_Directions_:
For each line below with the word "bubble", write out a copy.

_Records for this task_:

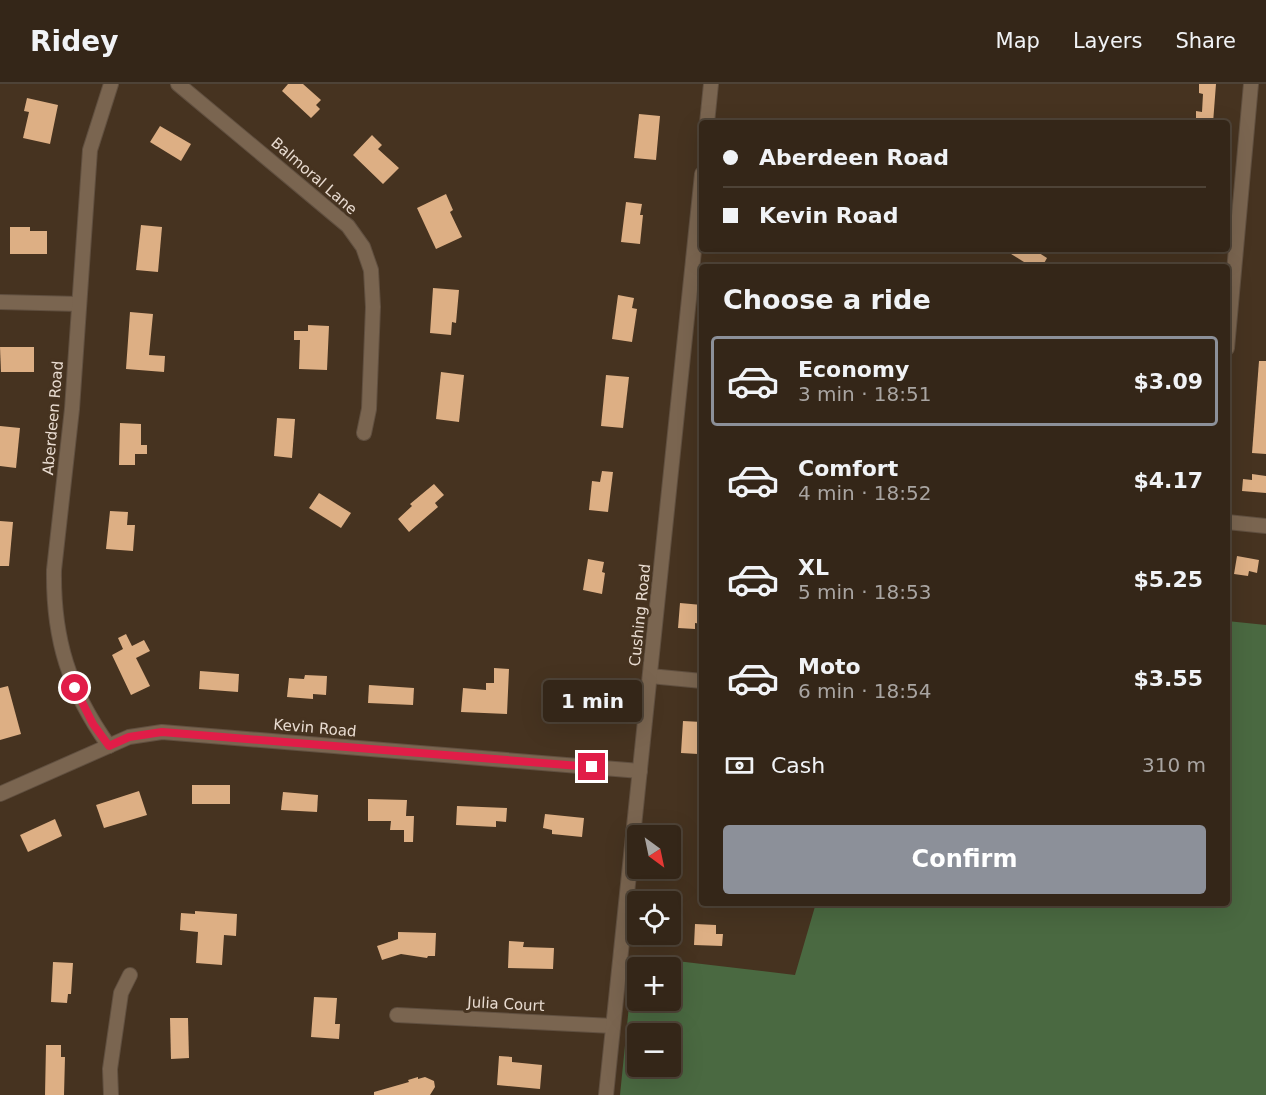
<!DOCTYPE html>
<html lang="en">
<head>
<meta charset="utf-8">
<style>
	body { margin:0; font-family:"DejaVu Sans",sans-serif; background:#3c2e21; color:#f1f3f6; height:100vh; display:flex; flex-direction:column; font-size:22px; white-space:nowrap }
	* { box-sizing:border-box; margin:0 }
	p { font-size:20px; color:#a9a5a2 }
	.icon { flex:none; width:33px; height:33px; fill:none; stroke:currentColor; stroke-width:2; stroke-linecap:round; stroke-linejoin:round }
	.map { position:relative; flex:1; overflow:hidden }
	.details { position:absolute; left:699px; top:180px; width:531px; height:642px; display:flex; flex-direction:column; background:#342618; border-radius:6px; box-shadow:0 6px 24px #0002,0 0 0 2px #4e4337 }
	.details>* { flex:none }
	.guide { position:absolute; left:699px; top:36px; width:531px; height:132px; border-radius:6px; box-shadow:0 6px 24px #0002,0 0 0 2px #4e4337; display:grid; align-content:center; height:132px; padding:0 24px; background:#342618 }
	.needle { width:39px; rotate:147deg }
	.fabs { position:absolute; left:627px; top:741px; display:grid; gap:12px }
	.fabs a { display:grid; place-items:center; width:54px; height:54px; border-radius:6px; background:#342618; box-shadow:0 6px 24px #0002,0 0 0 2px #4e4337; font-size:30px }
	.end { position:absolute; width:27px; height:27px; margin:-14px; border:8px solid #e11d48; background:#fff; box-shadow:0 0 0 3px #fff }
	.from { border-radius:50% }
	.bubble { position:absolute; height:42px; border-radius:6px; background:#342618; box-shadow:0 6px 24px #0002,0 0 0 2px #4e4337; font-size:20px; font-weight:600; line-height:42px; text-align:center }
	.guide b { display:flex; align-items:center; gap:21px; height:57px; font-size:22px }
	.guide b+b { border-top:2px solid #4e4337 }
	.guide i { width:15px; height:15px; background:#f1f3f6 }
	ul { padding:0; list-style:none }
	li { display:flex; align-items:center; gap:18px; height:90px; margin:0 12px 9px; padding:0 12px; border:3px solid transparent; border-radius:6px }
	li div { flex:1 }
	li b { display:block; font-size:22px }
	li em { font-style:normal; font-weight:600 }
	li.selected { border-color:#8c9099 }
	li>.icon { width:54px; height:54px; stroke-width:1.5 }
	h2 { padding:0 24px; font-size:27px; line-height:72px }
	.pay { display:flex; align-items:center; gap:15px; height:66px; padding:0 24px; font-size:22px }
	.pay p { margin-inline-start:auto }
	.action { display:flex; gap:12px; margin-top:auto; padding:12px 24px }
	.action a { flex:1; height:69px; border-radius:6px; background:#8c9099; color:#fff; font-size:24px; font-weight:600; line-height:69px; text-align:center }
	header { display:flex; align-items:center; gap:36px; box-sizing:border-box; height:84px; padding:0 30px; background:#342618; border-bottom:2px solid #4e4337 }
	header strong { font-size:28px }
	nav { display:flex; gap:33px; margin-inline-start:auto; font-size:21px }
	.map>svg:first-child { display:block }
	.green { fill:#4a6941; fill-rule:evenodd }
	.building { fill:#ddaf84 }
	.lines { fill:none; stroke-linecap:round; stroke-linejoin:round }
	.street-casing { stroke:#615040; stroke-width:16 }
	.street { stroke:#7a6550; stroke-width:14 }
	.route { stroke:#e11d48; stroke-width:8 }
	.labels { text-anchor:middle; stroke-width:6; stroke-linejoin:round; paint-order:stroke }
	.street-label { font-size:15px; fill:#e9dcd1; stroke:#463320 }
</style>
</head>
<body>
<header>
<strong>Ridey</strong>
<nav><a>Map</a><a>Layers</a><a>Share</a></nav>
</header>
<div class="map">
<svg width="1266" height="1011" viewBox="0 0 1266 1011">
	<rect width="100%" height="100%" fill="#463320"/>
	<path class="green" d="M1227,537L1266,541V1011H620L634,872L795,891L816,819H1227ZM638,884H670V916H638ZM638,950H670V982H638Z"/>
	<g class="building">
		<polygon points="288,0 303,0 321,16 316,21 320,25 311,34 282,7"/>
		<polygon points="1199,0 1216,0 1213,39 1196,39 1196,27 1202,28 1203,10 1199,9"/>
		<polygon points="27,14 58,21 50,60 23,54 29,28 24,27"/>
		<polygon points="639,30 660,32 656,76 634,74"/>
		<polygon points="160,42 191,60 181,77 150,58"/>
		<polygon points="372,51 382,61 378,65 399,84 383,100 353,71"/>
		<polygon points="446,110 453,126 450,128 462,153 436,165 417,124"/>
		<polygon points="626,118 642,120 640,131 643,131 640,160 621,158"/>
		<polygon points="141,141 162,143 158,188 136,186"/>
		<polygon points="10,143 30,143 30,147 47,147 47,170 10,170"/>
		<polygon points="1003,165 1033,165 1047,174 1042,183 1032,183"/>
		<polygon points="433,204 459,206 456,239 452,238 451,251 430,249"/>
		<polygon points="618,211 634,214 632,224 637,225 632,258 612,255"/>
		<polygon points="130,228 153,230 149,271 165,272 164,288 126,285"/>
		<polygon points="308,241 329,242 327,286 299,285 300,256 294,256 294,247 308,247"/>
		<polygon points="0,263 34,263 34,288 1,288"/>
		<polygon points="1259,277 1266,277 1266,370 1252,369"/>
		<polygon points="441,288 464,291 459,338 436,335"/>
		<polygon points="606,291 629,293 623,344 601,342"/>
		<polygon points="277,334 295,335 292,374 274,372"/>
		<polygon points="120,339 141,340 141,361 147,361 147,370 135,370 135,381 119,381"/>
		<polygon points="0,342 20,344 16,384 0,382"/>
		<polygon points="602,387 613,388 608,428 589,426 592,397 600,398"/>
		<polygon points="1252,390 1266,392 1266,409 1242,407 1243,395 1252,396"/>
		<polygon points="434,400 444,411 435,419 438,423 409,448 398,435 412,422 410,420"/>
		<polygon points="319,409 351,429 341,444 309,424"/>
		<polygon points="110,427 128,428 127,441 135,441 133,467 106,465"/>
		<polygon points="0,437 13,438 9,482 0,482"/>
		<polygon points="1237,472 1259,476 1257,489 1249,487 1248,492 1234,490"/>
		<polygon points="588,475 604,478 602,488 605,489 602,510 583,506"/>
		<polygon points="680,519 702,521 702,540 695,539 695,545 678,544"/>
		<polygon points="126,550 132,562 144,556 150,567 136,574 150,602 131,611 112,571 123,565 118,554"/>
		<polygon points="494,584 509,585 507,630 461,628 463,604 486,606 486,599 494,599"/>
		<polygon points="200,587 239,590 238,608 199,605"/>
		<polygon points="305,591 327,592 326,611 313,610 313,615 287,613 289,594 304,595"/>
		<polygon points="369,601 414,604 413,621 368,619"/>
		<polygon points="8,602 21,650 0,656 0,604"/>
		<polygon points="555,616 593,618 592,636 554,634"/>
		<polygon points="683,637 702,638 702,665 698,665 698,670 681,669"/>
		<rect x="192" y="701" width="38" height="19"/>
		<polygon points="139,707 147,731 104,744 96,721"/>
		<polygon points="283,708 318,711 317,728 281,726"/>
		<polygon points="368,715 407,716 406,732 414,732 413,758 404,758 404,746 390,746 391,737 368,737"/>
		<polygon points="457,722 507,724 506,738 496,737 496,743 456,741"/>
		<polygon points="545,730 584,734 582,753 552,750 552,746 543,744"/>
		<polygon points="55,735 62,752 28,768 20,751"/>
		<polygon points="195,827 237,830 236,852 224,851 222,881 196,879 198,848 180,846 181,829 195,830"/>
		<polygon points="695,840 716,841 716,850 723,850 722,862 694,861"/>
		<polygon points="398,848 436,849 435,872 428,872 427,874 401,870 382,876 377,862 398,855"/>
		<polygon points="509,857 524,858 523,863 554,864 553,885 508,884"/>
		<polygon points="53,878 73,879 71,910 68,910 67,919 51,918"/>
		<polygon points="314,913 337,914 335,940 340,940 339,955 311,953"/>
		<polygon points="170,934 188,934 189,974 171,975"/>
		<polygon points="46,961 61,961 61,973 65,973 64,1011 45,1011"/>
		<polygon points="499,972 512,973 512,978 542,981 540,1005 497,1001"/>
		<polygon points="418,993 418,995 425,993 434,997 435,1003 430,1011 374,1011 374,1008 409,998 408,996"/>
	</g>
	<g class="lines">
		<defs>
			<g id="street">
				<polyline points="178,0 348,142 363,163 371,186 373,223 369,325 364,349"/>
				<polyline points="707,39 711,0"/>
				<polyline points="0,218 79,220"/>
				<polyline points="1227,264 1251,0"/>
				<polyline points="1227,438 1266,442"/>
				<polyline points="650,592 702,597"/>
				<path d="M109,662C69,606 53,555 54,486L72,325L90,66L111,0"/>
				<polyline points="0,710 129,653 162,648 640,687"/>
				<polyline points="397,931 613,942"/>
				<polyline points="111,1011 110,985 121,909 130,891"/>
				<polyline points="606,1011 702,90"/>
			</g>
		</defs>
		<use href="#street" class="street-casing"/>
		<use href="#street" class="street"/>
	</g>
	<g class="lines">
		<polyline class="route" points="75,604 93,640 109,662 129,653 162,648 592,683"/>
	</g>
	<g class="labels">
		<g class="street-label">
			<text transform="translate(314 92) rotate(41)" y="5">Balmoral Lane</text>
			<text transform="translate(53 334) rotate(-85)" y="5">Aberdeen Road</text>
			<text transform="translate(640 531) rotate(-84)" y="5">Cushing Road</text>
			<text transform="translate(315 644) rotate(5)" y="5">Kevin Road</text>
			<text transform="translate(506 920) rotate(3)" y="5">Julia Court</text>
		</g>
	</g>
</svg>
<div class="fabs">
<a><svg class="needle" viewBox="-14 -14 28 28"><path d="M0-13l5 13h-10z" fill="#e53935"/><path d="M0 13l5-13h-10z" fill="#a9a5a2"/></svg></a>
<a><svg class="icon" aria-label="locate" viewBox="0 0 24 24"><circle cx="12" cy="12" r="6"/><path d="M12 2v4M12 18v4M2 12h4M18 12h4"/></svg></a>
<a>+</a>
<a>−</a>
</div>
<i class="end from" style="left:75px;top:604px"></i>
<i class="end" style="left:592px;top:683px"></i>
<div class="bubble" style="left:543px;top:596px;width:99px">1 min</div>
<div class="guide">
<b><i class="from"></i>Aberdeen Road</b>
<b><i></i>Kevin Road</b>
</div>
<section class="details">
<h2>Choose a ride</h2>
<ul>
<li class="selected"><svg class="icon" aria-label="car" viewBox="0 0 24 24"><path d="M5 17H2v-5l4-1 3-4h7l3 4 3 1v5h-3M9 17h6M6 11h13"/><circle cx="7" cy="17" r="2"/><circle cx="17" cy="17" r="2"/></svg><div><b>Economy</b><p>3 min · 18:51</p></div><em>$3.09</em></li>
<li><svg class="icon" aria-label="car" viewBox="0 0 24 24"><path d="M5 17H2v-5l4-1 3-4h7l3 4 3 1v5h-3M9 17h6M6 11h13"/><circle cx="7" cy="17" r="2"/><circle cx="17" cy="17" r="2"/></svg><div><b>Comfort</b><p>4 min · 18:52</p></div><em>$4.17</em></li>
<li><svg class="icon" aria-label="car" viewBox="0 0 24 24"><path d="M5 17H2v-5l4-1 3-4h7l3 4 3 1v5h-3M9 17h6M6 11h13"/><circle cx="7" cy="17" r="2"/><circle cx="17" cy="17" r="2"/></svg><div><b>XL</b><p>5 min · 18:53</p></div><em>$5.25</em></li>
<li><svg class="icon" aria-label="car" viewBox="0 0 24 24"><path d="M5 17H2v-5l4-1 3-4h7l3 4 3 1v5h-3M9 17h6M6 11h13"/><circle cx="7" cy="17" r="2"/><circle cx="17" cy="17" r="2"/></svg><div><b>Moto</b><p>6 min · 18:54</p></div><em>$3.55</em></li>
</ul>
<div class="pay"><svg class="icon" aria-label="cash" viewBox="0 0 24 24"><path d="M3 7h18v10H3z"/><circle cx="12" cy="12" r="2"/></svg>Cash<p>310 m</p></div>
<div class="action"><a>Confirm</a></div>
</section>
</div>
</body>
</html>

_Output of the exercise_:
	.bubble { position:absolute; height:42px; border-radius:6px; background:#342618; box-shadow:0 6px 24px #0002,0 0 0 2px #4e4337; font-size:20px; font-weight:600; line-height:42px; text-align:center }
<div class="bubble" style="left:543px;top:596px;width:99px">1 min</div>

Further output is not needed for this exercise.